## How to complete this task
All lines in the entries below that hold "strokeStyle" make up the answer.

[Stored items]
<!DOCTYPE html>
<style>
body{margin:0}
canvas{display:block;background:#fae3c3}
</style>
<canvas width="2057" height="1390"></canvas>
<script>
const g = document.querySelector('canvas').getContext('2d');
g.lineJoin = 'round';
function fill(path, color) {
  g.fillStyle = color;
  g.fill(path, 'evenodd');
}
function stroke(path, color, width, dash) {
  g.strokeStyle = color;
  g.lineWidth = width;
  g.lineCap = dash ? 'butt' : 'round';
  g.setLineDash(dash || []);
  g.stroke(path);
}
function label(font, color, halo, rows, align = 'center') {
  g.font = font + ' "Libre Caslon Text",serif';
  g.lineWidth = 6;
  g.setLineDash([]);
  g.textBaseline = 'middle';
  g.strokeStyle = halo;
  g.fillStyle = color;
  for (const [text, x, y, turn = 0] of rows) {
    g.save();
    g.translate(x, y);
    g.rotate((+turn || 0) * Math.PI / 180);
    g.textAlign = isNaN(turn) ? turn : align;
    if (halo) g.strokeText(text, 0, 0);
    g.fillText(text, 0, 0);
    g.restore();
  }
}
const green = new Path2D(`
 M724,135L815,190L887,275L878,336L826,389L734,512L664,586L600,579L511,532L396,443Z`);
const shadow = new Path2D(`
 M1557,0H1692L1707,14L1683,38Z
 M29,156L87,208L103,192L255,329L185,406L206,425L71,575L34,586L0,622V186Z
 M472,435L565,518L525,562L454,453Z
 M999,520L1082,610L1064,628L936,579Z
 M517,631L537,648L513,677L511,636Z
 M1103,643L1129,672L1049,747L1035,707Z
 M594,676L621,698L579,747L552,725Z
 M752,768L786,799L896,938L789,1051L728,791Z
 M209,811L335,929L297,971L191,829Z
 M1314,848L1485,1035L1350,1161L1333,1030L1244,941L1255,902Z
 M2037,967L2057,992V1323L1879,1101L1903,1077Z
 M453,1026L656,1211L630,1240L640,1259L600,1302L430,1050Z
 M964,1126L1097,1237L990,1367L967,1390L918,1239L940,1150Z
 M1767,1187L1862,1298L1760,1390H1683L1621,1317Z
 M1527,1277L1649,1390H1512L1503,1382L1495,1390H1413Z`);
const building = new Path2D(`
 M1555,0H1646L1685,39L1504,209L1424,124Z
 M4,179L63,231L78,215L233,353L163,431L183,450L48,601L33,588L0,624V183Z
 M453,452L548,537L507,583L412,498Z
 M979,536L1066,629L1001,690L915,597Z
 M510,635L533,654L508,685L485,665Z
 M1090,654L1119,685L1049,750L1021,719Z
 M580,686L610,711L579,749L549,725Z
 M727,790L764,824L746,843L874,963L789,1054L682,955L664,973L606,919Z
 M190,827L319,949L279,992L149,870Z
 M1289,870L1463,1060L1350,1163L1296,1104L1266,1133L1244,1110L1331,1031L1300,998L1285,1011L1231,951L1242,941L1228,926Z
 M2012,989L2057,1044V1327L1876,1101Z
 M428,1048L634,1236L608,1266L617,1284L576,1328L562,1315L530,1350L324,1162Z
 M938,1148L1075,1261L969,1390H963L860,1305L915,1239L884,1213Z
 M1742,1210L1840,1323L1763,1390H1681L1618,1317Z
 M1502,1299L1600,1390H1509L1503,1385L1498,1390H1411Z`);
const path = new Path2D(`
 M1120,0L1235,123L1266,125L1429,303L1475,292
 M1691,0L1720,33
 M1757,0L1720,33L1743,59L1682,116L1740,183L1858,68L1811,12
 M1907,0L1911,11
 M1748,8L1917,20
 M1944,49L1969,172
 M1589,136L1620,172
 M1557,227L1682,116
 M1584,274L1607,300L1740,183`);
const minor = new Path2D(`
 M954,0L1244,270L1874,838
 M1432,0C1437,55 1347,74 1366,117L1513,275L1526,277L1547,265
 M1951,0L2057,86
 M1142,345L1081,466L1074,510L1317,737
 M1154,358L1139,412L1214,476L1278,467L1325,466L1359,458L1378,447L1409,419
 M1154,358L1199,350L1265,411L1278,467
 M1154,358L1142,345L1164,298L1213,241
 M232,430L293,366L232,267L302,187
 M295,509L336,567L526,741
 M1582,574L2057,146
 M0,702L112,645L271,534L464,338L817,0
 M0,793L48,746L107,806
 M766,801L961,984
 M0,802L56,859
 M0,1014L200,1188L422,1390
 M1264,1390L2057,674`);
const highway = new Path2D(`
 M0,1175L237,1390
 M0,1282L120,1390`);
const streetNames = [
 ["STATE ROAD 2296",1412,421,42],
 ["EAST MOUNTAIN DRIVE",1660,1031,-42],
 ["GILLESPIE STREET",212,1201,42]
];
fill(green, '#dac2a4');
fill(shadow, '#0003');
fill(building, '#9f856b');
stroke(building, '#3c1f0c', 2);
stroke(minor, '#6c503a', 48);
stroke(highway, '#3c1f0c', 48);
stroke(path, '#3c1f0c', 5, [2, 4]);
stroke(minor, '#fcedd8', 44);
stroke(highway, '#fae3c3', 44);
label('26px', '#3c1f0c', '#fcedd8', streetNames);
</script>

## Output
  g.strokeStyle = color;
  g.strokeStyle = halo;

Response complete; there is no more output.